Early stage biotech can be a minefield, and investors that pick up exposures in the space do so knowing full well that there’s every chance their investment can dwindle to nothing. This doesn’t mean there isn’t opportunity there, of course. As ever, the reward on offer generally mimics the risk, and the right selection can return handsomely on an early allocation.
The hard part is finding the right play. I’ve spent a lot of time over the last half decade analyzing biotechnology stocks, and every so often will dedicate some time to finding a punt play that – in the minefield of preclinical biotechs – might offer a substantial return if it navigates the development pathway successfully.

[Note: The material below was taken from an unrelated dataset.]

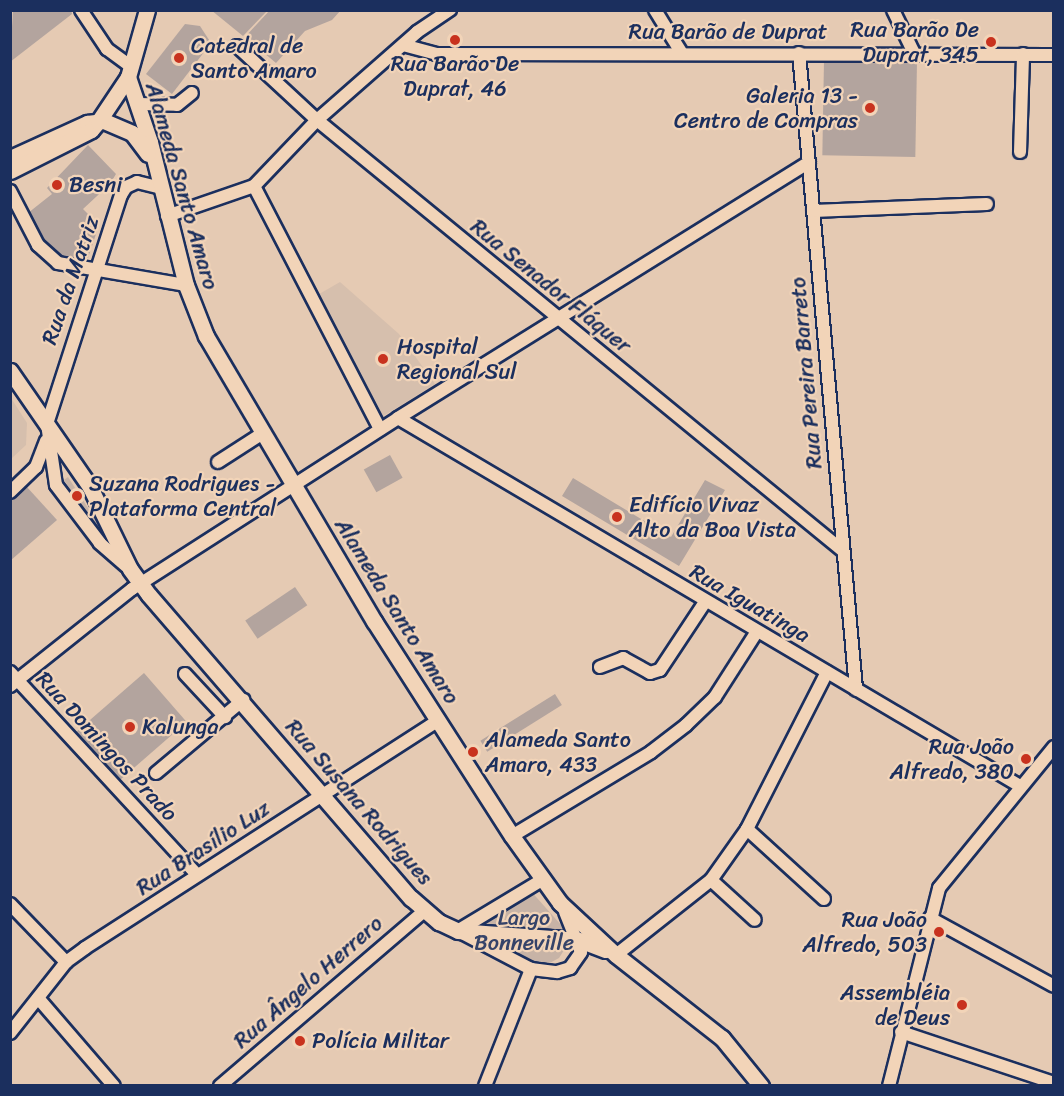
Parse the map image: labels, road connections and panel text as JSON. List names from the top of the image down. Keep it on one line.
{"streets":{"main road":["Alameda Santo Amaro","Rua Susana Rodrigues"],"street":["Rua Barão de Duprat","Rua da Matriz","Rua Senador Fláquer","Rua Pereira Barreto","Rua Iguatinga","Rua Domingos Prado","Rua Brasílio Luz","Rua Ângelo Herrero"]},"crossings":[["Rua Barão de Duprat","Rua Pereira Barreto"],["Alameda Santo Amaro","Rua da Matriz"],["Alameda Santo Amaro","Rua Susana Rodrigues"],["Alameda Santo Amaro","Rua Brasílio Luz"],["Rua da Matriz","Rua Susana Rodrigues"],["Rua Senador Fláquer","Rua Pereira Barreto"],["Rua Pereira Barreto","Rua Iguatinga"],["Rua Domingos Prado","Rua Brasílio Luz"],["Rua Susana Rodrigues","Rua Brasílio Luz"],["Rua Susana Rodrigues","Rua Ângelo Herrero"]],"parks":["Largo Bonneville"],"places":["Rua Barão De Duprat, 46","Rua Barão De Duprat, 345","Catedral de Santo Amaro","Galeria 13 - Centro de Compras","Besni","Hospital Regional Sul","Suzana Rodrigues - Plataforma Central","Edifício Vivaz Alto da Boa Vista","Kalunga","Alameda Santo Amaro, 433","Rua João Alfredo, 380","Rua João Alfredo, 503","Assembléia de Deus","Polícia Militar"]}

My general approach when I look for these very early stage biotech companies is to focus on the person, or persons, behind them. I like experienced inventors or scientists that have had some degree of experience in the biotech world, as opposed to manager or exec type leadership. If an exec is touting a preclinical asset, it’s often tough to identify whether there’s actual potential there, or whether the exec is just aiming to boost a company’s stock. If an inventor or a scientist has spent the time creating a company through which to develop an asset he or she has created, however, the motive is easier to identify. If that inventor didn’t feel it was any good, they would move on to something else.
I then look for something that is simple enough for me to understand – at least on a conceptual level. When these companies take their assets to conferences and put out prospectuses to raise cash for trials, it’s far easier to attract capital with something simple. That’s the same in any industry, really, but even more so in biotech, where the vast majority don’t understand all but the most rudimental concepts.
Finally, I look for a big industry target. One with plenty of potential patients. More than anything, this is near term logic. When you pick up shares in one of these size of companies, the returns are going to be substantial whether it gets to commercialization in a $50 million market or a $1 billion market. It helps along the way, however, from a pre commercialization market capitalization boost potential, if there’s a big market to target at the end of the road. Markets get more excited about big potential, and naturally, those companies that have this sort of big target market potential draw higher levels of speculative buyers.
With all that said, here’s one that fits the profile.
The company is called Blake Insomnia Therapeutics Inc (OTCMKTS:BKIT), and the inventor of the product that the company is attempting to carry through the clinical trial pathway is called Birger Jan Olsen. He’s of Danish nationality, and his resume includes the development of an osteoporosis medication compliance device which he carried through to the commercialization phase then sold to Roche Holding Ltd. (VTX:SIX:ROG). For an inventor in the biotechnology or medical device space to successfully carry a product through design, development and achieve an exit like a sale to a company such as Roche is a big tick on the preclinical biotech checklist.
The product is called Zleepax. Just as I stipulated earlier, it’s a very simple concept. Current sleep medication results in what’s called residual daytime fatigue (RDF). Basically, a patient that took a sleeping pill to get to sleep one night is tired during the day after. That’s a serious issue for many, as it translates to poor performance at work, safety concerns when driving, inability to concentrate when studying, that sort of thing. Olsen wanted to create a pharmaceutical grade sleep aid that didn’t result in RDF, so he invented a product that takes a different approach than current standard of care treatments. Specifically, he has taken one of the latest generations of beta blocker as a core active ingredient, and packaged it as Zleepax. Beta blockers have vasodilative properties (that’s the primary mechanism of action of most beta blockers) and this vasodilation alleviates the physical expression of mental stress. By alleviating the physical symptoms of stress, the cycle that results in stress related insomnia (the specific type of insomnia Blake is targeting with Zleepax) is interrupted. The theory that underpins Zleepax is that by interrupting this cycle, patients taking the drug should be able to sleep better. Further, with the drug being a latest generation beta blocker, it doesn’t cause RDF, and doesn’t create sleep issues like the earlier generations of beta blockers.
That’s the mechanism of action and the inventor.
What about the market?
I don’t need to go in to too much detail here – likely many reading will have experienced the negative side effects associated the so-called hypnotic pharmaceutical sleeping aids. For those that haven’t, RTD affects 80% of those taking sleeping pills, and a similar number of those are unhappy with, or would prefer an alternative to, their current treatments. The CDC estimates up to 60 million individuals in the US suffer with a sleep disorder, and that 9 million of these are currently on medication. Further, that this number could double if there were no serious side effects (read: RDF) associated with taking pharmaceutical grade sleep aids.
As mentioned earlier, this is an extremely high risk play in a high risk space. The company is valued at just $25 million at last close, and is attempting to raise capital to take Zleepax through a phase II trial.
With that said, it checks each of the boxes on my preclinical biotech checklist, and for an investor looking for a punt in the space, it might not be a bad choice.